Teammate Wiggs was just 0.649secs off the pace as her Rio crown passed into the hands of her compatriot.
“I didn’t switch sports to win a gold medal but I’d be lying if I said I didn’t want to complete the set,” said 34-year-old Henshaw, who had both legs amputated above the knee aged 18 months after she was born with bilateral tibial hypoplasis.
“It’s lovely with a bronze and a silver but it looks much better with one of each colour.
“You always dream about it, you have to otherwise you wouldn’t put yourself through this. It was a cracking race and Emma is such a fearsome competitor, she’s won everything. She never gives in.”
Henshaw called time on her swimming career, which began at Beijing 2008, after falling out of love with training.
Five years ago she had never sat in a kayak but swiftly developed a passion for paracanoe as she searched for a way to prolong her sporting career.
Her headline-grabbing performance came just nine months since undergoing surgery for endometriosis, a condition where tissue similar to the lining of the womb grows in other places, such as the ovaries and fallopian tubes.
“I knew I wasn’t done being an athlete – I knew that I had untapped ability,” she said.
“I tried a few sports but canoeing was the one I loved right from the get-go. I got in a boat in January 2017 and I’ve never looked back. It was clearly the right move.
“I was in hospital just before Christmas, so I missed a good chunk of training over the winter.
“It was tough to say I’d have the surgery in a Games year, but it was what I needed to do for my health.”
With Henshaw already planning to celebrate with pizza and ice cream, teammate Sugar secured her own place atop the podium.
The 30-year-old, who was born with talipes, or club foot, had finished fifth in both the T44 100m and 200m athletics finals in Brazil five years ago.

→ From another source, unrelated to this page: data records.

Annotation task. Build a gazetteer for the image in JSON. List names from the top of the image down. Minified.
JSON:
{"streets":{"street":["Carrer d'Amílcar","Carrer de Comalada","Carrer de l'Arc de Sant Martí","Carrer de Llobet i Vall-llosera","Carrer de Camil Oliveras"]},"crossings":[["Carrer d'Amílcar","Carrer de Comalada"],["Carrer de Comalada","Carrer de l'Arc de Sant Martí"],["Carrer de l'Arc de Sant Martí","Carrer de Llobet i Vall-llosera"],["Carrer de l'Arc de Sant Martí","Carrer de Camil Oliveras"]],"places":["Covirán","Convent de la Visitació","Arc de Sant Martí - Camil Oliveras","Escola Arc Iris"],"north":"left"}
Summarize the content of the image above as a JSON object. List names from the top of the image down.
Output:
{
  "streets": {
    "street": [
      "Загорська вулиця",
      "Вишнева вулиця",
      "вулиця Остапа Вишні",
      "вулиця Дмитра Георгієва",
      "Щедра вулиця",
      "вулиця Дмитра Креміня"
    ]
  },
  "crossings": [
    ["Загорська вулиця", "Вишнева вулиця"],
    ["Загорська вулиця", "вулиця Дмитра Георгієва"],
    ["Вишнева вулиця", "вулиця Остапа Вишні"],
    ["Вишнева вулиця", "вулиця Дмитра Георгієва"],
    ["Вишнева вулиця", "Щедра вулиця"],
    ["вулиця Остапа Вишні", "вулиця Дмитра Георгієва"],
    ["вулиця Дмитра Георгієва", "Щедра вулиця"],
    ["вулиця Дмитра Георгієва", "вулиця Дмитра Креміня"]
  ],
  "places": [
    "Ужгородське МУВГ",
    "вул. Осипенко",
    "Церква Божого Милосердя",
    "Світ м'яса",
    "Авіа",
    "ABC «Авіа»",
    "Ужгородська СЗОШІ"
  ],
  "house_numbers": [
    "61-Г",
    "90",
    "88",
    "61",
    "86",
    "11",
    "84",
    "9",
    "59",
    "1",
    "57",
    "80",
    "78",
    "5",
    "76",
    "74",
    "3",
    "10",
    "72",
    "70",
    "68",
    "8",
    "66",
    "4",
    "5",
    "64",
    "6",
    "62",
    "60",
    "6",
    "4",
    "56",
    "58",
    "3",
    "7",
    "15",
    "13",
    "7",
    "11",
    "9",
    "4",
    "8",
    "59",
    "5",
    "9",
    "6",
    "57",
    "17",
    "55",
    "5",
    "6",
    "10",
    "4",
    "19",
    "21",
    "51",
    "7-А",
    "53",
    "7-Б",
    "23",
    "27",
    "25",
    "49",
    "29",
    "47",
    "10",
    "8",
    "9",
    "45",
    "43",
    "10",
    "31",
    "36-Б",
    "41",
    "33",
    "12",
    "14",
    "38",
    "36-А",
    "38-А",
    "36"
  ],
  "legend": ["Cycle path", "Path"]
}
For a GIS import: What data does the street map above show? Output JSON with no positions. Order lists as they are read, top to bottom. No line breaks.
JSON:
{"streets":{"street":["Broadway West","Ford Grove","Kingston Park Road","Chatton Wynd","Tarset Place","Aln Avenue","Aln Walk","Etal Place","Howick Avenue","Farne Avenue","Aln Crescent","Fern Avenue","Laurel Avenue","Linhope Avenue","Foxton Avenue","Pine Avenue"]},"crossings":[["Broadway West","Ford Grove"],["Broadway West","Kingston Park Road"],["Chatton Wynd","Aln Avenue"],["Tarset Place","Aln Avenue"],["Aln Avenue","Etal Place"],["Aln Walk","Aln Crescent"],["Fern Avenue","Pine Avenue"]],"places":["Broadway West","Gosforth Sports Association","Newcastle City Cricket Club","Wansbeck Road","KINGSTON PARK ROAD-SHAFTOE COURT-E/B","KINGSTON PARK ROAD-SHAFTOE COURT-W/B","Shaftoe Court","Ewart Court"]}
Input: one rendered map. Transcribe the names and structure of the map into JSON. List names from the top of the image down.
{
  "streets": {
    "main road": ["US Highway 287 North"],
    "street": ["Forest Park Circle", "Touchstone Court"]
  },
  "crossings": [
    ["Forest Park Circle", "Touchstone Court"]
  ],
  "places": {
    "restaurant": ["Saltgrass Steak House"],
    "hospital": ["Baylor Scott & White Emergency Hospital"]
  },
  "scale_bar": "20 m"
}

She outstripped those achievements on the water, crossing the line in a personal best 49.582secs, 1.976secs clear of France’s Nelia Barbosa, with German Felicia Laberer taking bronze.
“The racer in me comes out halfway through the race, so I only think about nailing the start and it paid off,” said Sugar, who was enticed into Para sport after noticing discus thrower Dan Greaves had a similar condition while watching London 2012.
“I am just glad it has all gone to plan.”
Games debutant Wood capped a momentous morning by clinching a podium place courtesy of finishing his event in 52.760secs – behind Australia’s gold-medal winner Curtis McGrath and Brazil’s Giovane Vieira De Paula.
“I was so sure that I’d lost it at the end there – I was so nervous and then so unbelievably relieved when it came up,” said the 27-year-old.
Meanwhile, 51-year-old Jeanette Chippington’s defence of her KL1 title ended in disappointment as she failed to progress from the heats.
Great Britain’s paddlers depart the Japanese capital with a total medal haul of seven after Friday brought gold for Wiggs and bronze for Chippington in the inaugural VL2 va’a, plus Robert Oliver’s third place in the KL3.